**Task requirements**
Nothing outside the range is wanted. Repeat exactly the lines below from the one with "M 495,1132 L" through the one with "M 392,1508 L".

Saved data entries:
+ + + + +

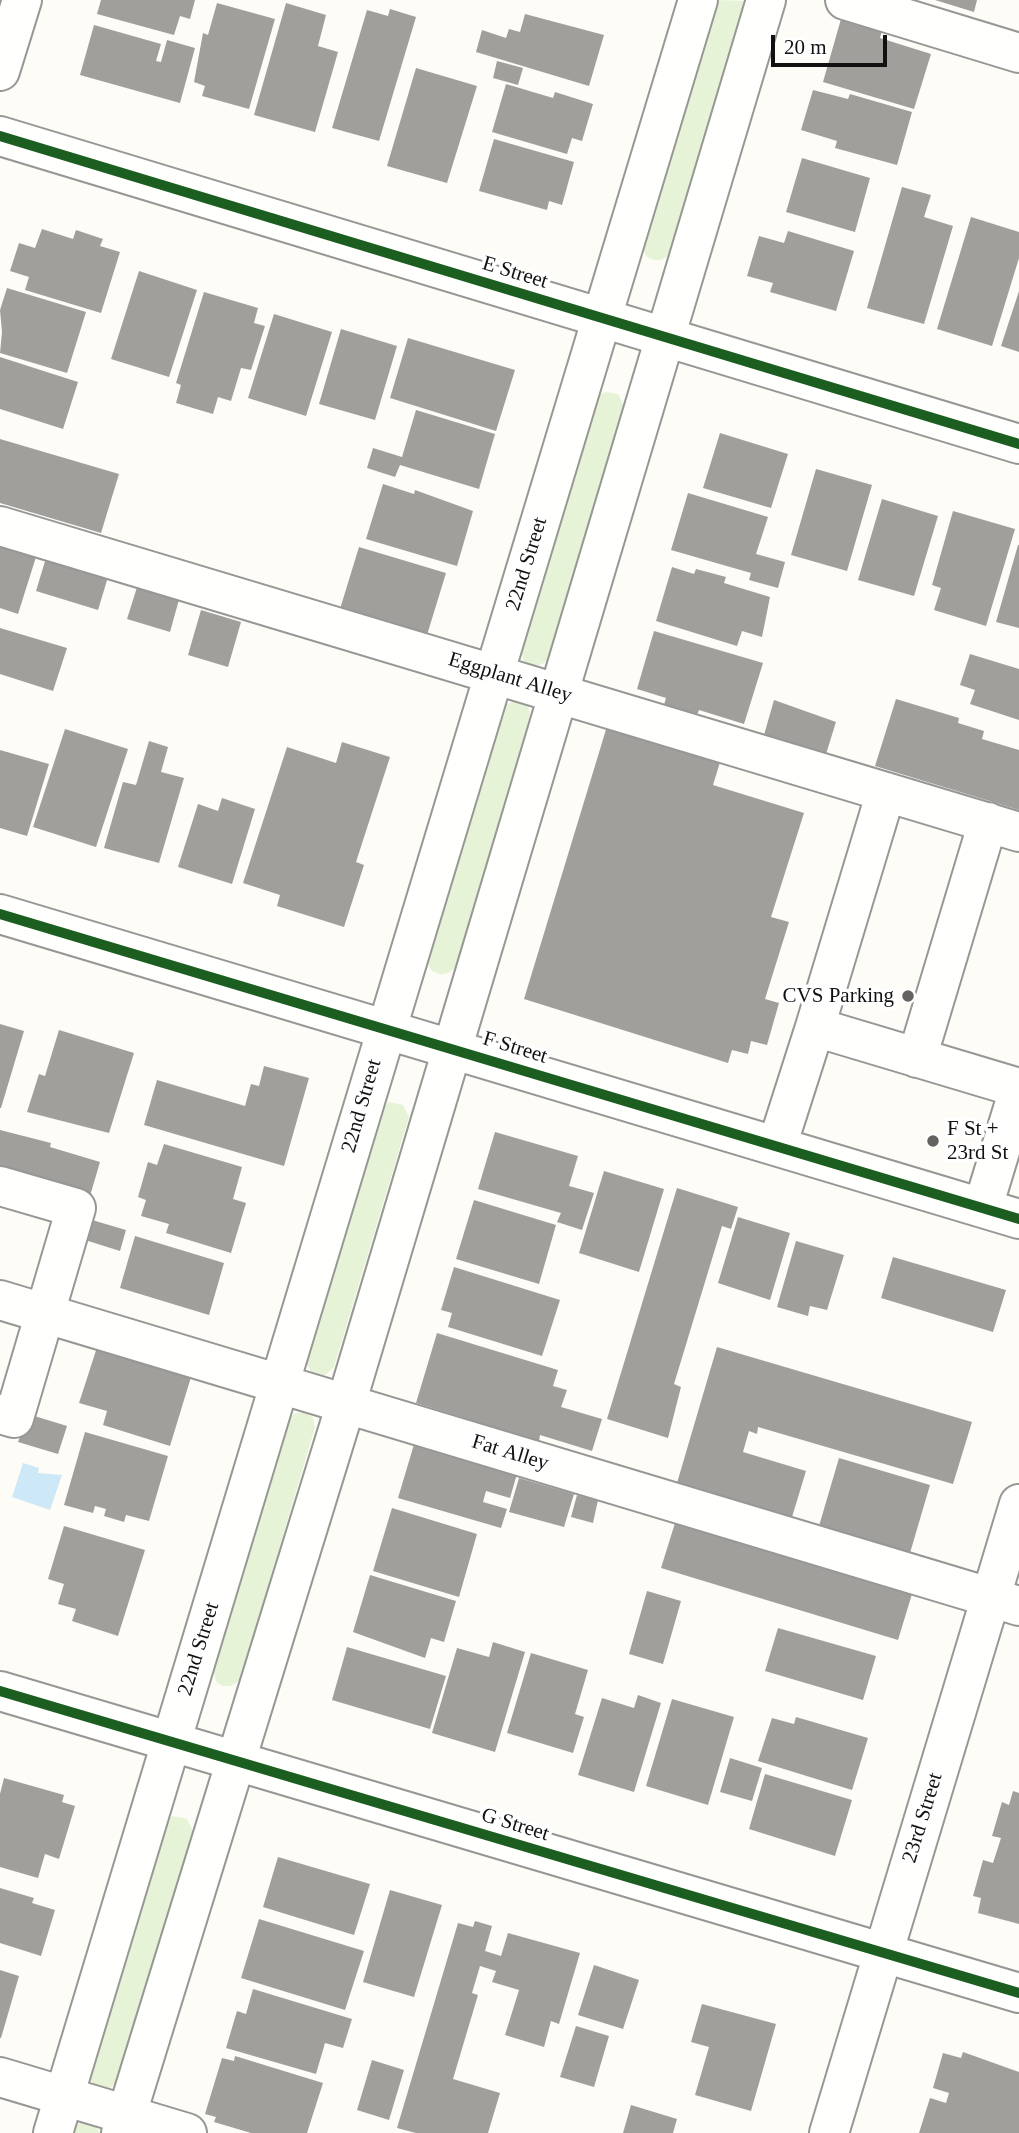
<!DOCTYPE html>
<style>
body{margin:0}
#map{position:relative;width:1019px;height:2133px;overflow:hidden;background:#fdfcf7;font-family:"Times New Roman",serif}
canvas{display:block}
.scale{position:absolute;left:771px;top:35px;width:116px;height:32px;box-sizing:border-box;border:4px solid #111;border-top:0;padding-left:9px;font-size:21px;line-height:24px;white-space:nowrap;color:#111;-webkit-text-stroke:5px #fff;paint-order:stroke}
</style>
<div id="map">
<canvas width="1019" height="2133"></canvas>
<div class="scale">20 m</div>
</div>
<script>
const ctx = document.querySelector('canvas').getContext('2d');
ctx.lineJoin = 'round';
function fillPath(path, color) { ctx.fillStyle = color; ctx.fill(path, 'evenodd'); }
function strokePath(path, color, width, dash) { ctx.strokeStyle = color; ctx.lineWidth = width; ctx.lineCap = dash ? 'butt' : 'round'; ctx.setLineDash(dash || []); ctx.stroke(path); }
function write(font, color, halo, rows, align = 'center') {
  ctx.font = font + ' "Times New Roman",serif'; ctx.lineWidth = 7; ctx.setLineDash([]); ctx.textBaseline = 'middle'; ctx.strokeStyle = halo; ctx.fillStyle = color; for (const [text, x, y, turn = 0] of rows) {
    ctx.save(); ctx.translate(x, y); ctx.rotate((+turn || 0) * Math.PI / 180); ctx.textAlign = isNaN(turn) ? turn : align; if (halo) ctx.strokeText(text, 0, 0); ctx.fillText(text, 0, 0); ctx.restore();
  }
}
const green = new Path2D(`
 M 716,0 L 746,1 L 671,252 C 664,261 656,263 646,256 L 643,247 Z
 M 605,392 L 618,394 L 624,406 L 549,657 C 543,667 533,668 524,661 L 521,652 L 597,397 Z
 M 516,700 L 528,706 L 530,715 L 456,966 C 449,975 441,977 431,970 L 427,961 L 503,706 Z
 M 389,1102 L 403,1105 L 409,1117 L 334,1367 L 323,1377 L 313,1375 L 306,1363 L 382,1108 Z
 M 305,1412 L 313,1418 L 315,1427 L 241,1678 C 234,1687 225,1689 216,1682 L 213,1668 L 288,1418 L 296,1413 Z
 M 173,1816 L 187,1819 L 193,1831 L 118,2082 L 107,2090 L 93,2086 L 90,2076 L 166,1822 Z
 M 81,2121 L 94,2124 L 100,2133 L 71,2133 Z`);
const water = new Path2D(`
 M 23,1463 L 39,1468 L 38,1473 L 62,1475 L 50,1510 L 12,1497 Z`);
const building = new Path2D(`
 M 101,0 L 195,0 L 190,19 L 180,16 L 174,35 L 97,14 Z
 M 935,0 L 977,0 L 974,12 Z
 M 217,3 L 275,19 L 249,109 L 202,96 L 205,86 L 194,82 L 203,33 L 208,35 Z
 M 286,3 L 326,15 L 318,46 L 338,52 L 315,132 L 254,115 Z
 M 390,9 L 416,17 L 379,141 L 332,128 L 367,10 L 388,16 Z
 M 525,14 L 604,35 L 589,86 L 476,52 L 482,30 L 506,38 L 509,29 L 520,32 Z
 M 841,19 L 882,31 L 880,38 L 931,54 L 914,109 L 823,82 Z
 M 94,25 L 161,44 L 156,61 L 161,62 L 167,40 L 195,48 L 180,103 L 80,75 Z
 M 497,61 L 523,68 L 518,85 L 493,78 Z
 M 416,68 L 477,86 L 447,183 L 387,166 Z
 M 506,84 L 553,98 L 555,92 L 593,104 L 582,141 L 572,138 L 567,154 L 492,132 Z
 M 813,90 L 848,99 L 850,94 L 912,112 L 897,165 L 835,148 L 837,141 L 801,130 Z
 M 494,139 L 574,162 L 562,205 L 549,201 L 547,210 L 479,191 Z
 M 802,158 L 870,178 L 855,232 L 786,212 Z
 M 902,187 L 931,195 L 924,217 L 953,226 L 924,324 L 867,308 Z
 M 971,217 L 1019,232 L 1019,258 L 992,346 L 937,329 Z
 M 42,229 L 73,239 L 76,230 L 103,239 L 100,246 L 120,252 L 101,313 L 25,290 L 29,277 L 10,271 L 19,243 L 35,248 Z
 M 788,231 L 854,251 L 836,311 L 770,292 L 773,283 L 747,276 L 759,236 L 784,243 Z
 M 139,271 L 197,290 L 169,377 L 111,359 Z
 M 7,288 L 86,312 L 67,373 L 0,353 L 2,332 L 0,310 Z
 M 1019,291 L 1019,352 L 1001,346 Z
 M 204,292 L 258,308 L 254,323 L 265,326 L 251,370 L 241,368 L 231,401 L 218,397 L 213,414 L 176,403 L 181,385 L 176,383 Z
 M 274,314 L 332,332 L 306,416 L 248,398 Z
 M 341,329 L 397,346 L 375,420 L 319,404 Z
 M 408,338 L 515,370 L 496,431 L 390,398 Z
 M 0,357 L 78,382 L 63,429 L 0,409 Z
 M 416,410 L 495,434 L 479,489 L 400,465 L 395,477 L 367,468 L 373,448 L 402,457 Z
 M 720,433 L 788,454 L 771,508 L 703,488 Z
 M 0,439 L 119,474 L 101,533 L 0,503 Z
 M 816,469 L 872,485 L 847,571 L 791,555 Z
 M 383,484 L 414,494 L 415,490 L 473,511 L 457,566 L 366,539 Z
 M 688,493 L 768,517 L 756,554 L 785,562 L 778,588 L 749,580 L 751,573 L 671,550 Z
 M 882,499 L 938,516 L 914,596 L 858,580 Z
 M 953,511 L 1015,529 L 986,626 L 934,610 L 941,588 L 932,585 Z
 M 1018,545 L 1019,545 L 1019,628 L 996,622 Z
 M 0,546 L 36,557 L 18,614 L 0,608 Z
 M 359,547 L 446,573 L 427,635 L 340,609 Z
 M 46,558 L 108,577 L 98,610 L 36,591 Z
 M 672,567 L 694,574 L 696,569 L 726,577 L 724,583 L 770,597 L 762,637 L 742,631 L 737,646 L 656,621 Z
 M 138,584 L 180,596 L 170,632 L 127,619 Z
 M 201,610 L 241,622 L 228,667 L 188,655 Z
 M 0,628 L 67,648 L 53,691 L 0,674 Z
 M 654,631 L 763,663 L 744,724 L 699,710 L 697,715 L 664,705 L 666,698 L 637,689 Z
 M 970,654 L 1019,669 L 1019,720 L 970,704 L 975,690 L 960,685 Z
 M 896,699 L 959,718 L 958,723 L 984,731 L 982,739 L 1019,750 L 1019,810 L 875,766 Z
 M 774,700 L 836,722 L 826,754 L 764,735 Z
 M 608,723 L 721,759 L 713,785 L 804,813 L 771,917 L 789,922 L 765,999 L 779,1003 L 767,1045 L 751,1041 L 748,1054 L 732,1050 L 728,1063 L 524,999 Z
 M 65,729 L 128,749 L 96,847 L 33,827 Z
 M 149,741 L 168,747 L 161,772 L 184,778 L 159,863 L 104,848 L 123,782 L 136,785 Z
 M 342,742 L 390,757 L 356,862 L 364,865 L 344,927 L 277,906 L 280,895 L 243,883 L 287,747 L 336,763 Z
 M 0,750 L 49,764 L 27,836 L 0,828 Z
 M 222,798 L 255,809 L 232,884 L 178,867 L 198,804 L 218,811 Z
 M 0,1024 L 24,1031 L 1,1108 L 0,1108 Z
 M 59,1030 L 134,1053 L 109,1133 L 27,1112 L 39,1074 L 45,1076 Z
 M 264,1066 L 309,1078 L 284,1166 L 144,1125 L 157,1080 L 245,1106 L 251,1084 L 259,1086 Z
 M 0,1130 L 51,1143 L 50,1147 L 100,1162 L 90,1196 L 0,1169 Z
 M 495,1132 L 578,1156 L 569,1186 L 594,1193 L 582,1230 L 557,1222 L 561,1213 L 478,1189 Z
 M 164,1144 L 242,1167 L 233,1199 L 246,1203 L 231,1253 L 166,1233 L 169,1224 L 141,1216 L 146,1200 L 138,1197 L 148,1162 L 157,1165 Z
 M 604,1171 L 664,1189 L 639,1272 L 579,1253 Z
 M 677,1188 L 738,1207 L 731,1229 L 722,1226 L 674,1384 L 681,1387 L 668,1438 L 607,1419 Z
 M 474,1200 L 556,1225 L 539,1284 L 456,1259 Z
 M 738,1217 L 790,1233 L 770,1300 L 718,1283 Z
 M 92,1220 L 126,1230 L 120,1251 L 85,1240 Z
 M 135,1236 L 224,1263 L 209,1315 L 120,1288 Z
 M 796,1241 L 844,1255 L 827,1310 L 810,1306 L 808,1316 L 777,1307 Z
 M 893,1257 L 1006,1290 L 993,1332 L 881,1298 Z
 M 454,1267 L 560,1300 L 542,1356 L 448,1327 L 452,1313 L 441,1310 Z
 M 437,1333 L 558,1370 L 553,1386 L 567,1390 L 561,1407 L 602,1419 L 592,1451 L 540,1435 L 539,1441 L 416,1403 Z
 M 101,1335 L 195,1364 L 170,1446 L 103,1425 L 107,1411 L 79,1403 Z
 M 717,1347 L 972,1422 L 953,1484 L 758,1427 L 757,1434 L 749,1431 L 743,1452 L 806,1471 L 792,1517 L 677,1483 Z
 M 28,1414 L 67,1426 L 58,1454 L 18,1442 Z
 M 85,1432 L 168,1456 L 149,1521 L 126,1515 L 124,1522 L 104,1516 L 106,1509 L 95,1506 L 93,1513 L 64,1505 Z
 M 415,1441 L 519,1467 L 510,1498 L 486,1491 L 483,1502 L 507,1509 L 501,1528 L 398,1498 Z
 M 839,1458 L 930,1485 L 910,1553 L 819,1526 Z
 M 519,1478 L 574,1494 L 564,1527 L 509,1512 Z
 M 577,1495 L 598,1500 L 593,1523 L 571,1517 Z
 M 392,1508 L 477,1534 L 459,1597 L 373,1571 Z
 M 675,1523 L 912,1594 L 898,1640 L 661,1568 Z
 M 64,1526 L 145,1550 L 118,1636 L 72,1621 L 76,1609 L 58,1604 L 64,1584 L 48,1579 Z
 M 370,1575 L 456,1601 L 444,1642 L 431,1638 L 425,1658 L 353,1632 Z
 M 647,1591 L 681,1601 L 663,1664 L 629,1654 Z
 M 778,1628 L 876,1656 L 863,1700 L 765,1671 Z
 M 493,1642 L 525,1652 L 495,1752 L 432,1733 L 457,1648 L 489,1657 Z
 M 347,1647 L 446,1676 L 430,1729 L 332,1700 Z
 M 531,1653 L 588,1670 L 575,1714 L 584,1717 L 573,1753 L 507,1733 Z
 M 638,1695 L 661,1703 L 634,1792 L 578,1775 L 602,1698 L 634,1708 Z
 M 672,1699 L 734,1717 L 708,1805 L 646,1786 Z
 M 796,1717 L 868,1738 L 852,1790 L 758,1761 L 772,1718 L 794,1724 Z
 M 730,1758 L 762,1768 L 752,1801 L 720,1792 Z
 M 765,1774 L 852,1800 L 835,1856 L 749,1829 Z
 M 4,1778 L 64,1795 L 62,1802 L 75,1806 L 59,1859 L 45,1854 L 38,1878 L 0,1867 L 0,1794 Z
 M 1013,1791 L 1019,1793 L 1019,1924 L 978,1913 L 981,1898 L 973,1896 L 983,1860 L 993,1863 L 1001,1838 L 992,1836 L 1002,1802 L 1009,1805 Z
 M 278,1857 L 370,1884 L 354,1935 L 263,1907 Z
 M 0,1888 L 34,1898 L 32,1903 L 55,1910 L 41,1956 L 0,1943 Z
 M 390,1890 L 442,1905 L 414,1997 L 363,1982 Z
 M 259,1919 L 364,1951 L 345,2010 L 241,1978 Z
 M 475,1921 L 492,1926 L 485,1951 L 501,1956 L 508,1933 L 580,1953 L 559,2024 L 551,2021 L 544,2047 L 505,2035 L 519,1990 L 492,1982 L 496,1971 L 480,1966 L 472,1993 L 478,1995 L 453,2079 L 500,2093 L 488,2133 L 416,2133 L 397,2128 L 458,1923 L 473,1927 Z
 M 594,1965 L 639,1980 L 623,2029 L 578,2015 Z
 M 0,1970 L 19,1976 L 1,2038 L 0,2038 Z
 M 253,1989 L 352,2019 L 343,2048 L 325,2043 L 316,2074 L 226,2048 L 237,2011 L 246,2014 Z
 M 702,2004 L 776,2024 L 751,2111 L 695,2095 L 709,2047 L 691,2042 Z
 M 576,2026 L 609,2036 L 594,2087 L 560,2077 Z
 M 963,2052 L 1019,2072 L 1019,2133 L 919,2133 L 930,2098 L 946,2103 L 949,2093 L 933,2088 L 943,2053 L 961,2058 Z
 M 235,2056 L 323,2083 L 307,2133 L 251,2133 L 214,2122 L 216,2117 L 205,2114 L 222,2058 L 234,2061 Z
 M 372,2060 L 404,2070 L 389,2120 L 357,2110 Z
 M 631,2105 L 677,2119 L 673,2133 L 623,2133 Z`);
const minor = new Path2D(`
 M 845,0 L 1019,53
 M 0,71 L 22,0
 M 0,136 L 1019,444
 M 0,526 L 1019,832
 M 886,792 L 815,1027 L 1019,1088
 M 0,914 L 1019,1219
 M 917,1058 L 988,822
 M 777,1146 L 815,1027
 M 0,1186 L 76,1208 L 14,1418 L 0,1414
 M 983,1207 L 1019,1089
 M 0,1300 L 1019,1606
 M 0,1691 L 1019,1993
 M 0,2077 L 187,2133
 M 53,2133 L 698,0
 M 121,2133 L 346,1404 L 766,0
 M 829,2133 L 1019,1504`);
const cycleway = new Path2D(`
 M 0,136 L 1019,444
 M 0,914 L 1019,1219
 M 0,1691 L 1019,1993`);
const markers = [
 [908,996,7,"#646362"],
 [933,1141,7,"#646362"]
];
const streetNames = [
 ["E Street",515,273,17],
 ["22nd Street",527,564,-73],
 ["Eggplant Alley",510,678,17],
 ["F Street",515,1048,17],
 ["22nd Street",362,1106,-74],
 ["Fat Alley",510,1453,17],
 ["22nd Street",199,1649,-73],
 ["23rd Street",923,1818,-73],
 ["G Street",515,1825,17]
];
const poiNames = [
 ["CVS Parking",894,996],
 ["F St +",947,1129,"left"],
 ["23rd St",947,1153,"left"]
];
fillPath(green, '#e7f3d7');
fillPath(water, '#cde8f7');
fillPath(building, '#a19f9c');
strokePath(minor, '#979795', 42);
strokePath(minor, '#fffffe', 38);
strokePath(cycleway, '#1b5e20', 10);
for (const [x, y, r, color] of markers) { const dot = new Path2D(); dot.arc(x, y, r, 0, 2 * Math.PI); ctx.fillStyle = color; ctx.fill(dot); strokePath(dot, '#fff', 2.5); }
write('21px', '#111', '#fff', streetNames);
write('21px', '#111', '#fff', poiNames, 'right');
</script>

+ + + + +

**Answer to the exercise**
 M 495,1132 L 578,1156 L 569,1186 L 594,1193 L 582,1230 L 557,1222 L 561,1213 L 478,1189 Z
 M 164,1144 L 242,1167 L 233,1199 L 246,1203 L 231,1253 L 166,1233 L 169,1224 L 141,1216 L 146,1200 L 138,1197 L 148,1162 L 157,1165 Z
 M 604,1171 L 664,1189 L 639,1272 L 579,1253 Z
 M 677,1188 L 738,1207 L 731,1229 L 722,1226 L 674,1384 L 681,1387 L 668,1438 L 607,1419 Z
 M 474,1200 L 556,1225 L 539,1284 L 456,1259 Z
 M 738,1217 L 790,1233 L 770,1300 L 718,1283 Z
 M 92,1220 L 126,1230 L 120,1251 L 85,1240 Z
 M 135,1236 L 224,1263 L 209,1315 L 120,1288 Z
 M 796,1241 L 844,1255 L 827,1310 L 810,1306 L 808,1316 L 777,1307 Z
 M 893,1257 L 1006,1290 L 993,1332 L 881,1298 Z
 M 454,1267 L 560,1300 L 542,1356 L 448,1327 L 452,1313 L 441,1310 Z
 M 437,1333 L 558,1370 L 553,1386 L 567,1390 L 561,1407 L 602,1419 L 592,1451 L 540,1435 L 539,1441 L 416,1403 Z
 M 101,1335 L 195,1364 L 170,1446 L 103,1425 L 107,1411 L 79,1403 Z
 M 717,1347 L 972,1422 L 953,1484 L 758,1427 L 757,1434 L 749,1431 L 743,1452 L 806,1471 L 792,1517 L 677,1483 Z
 M 28,1414 L 67,1426 L 58,1454 L 18,1442 Z
 M 85,1432 L 168,1456 L 149,1521 L 126,1515 L 124,1522 L 104,1516 L 106,1509 L 95,1506 L 93,1513 L 64,1505 Z
 M 415,1441 L 519,1467 L 510,1498 L 486,1491 L 483,1502 L 507,1509 L 501,1528 L 398,1498 Z
 M 839,1458 L 930,1485 L 910,1553 L 819,1526 Z
 M 519,1478 L 574,1494 L 564,1527 L 509,1512 Z
 M 577,1495 L 598,1500 L 593,1523 L 571,1517 Z
 M 392,1508 L 477,1534 L 459,1597 L 373,1571 Z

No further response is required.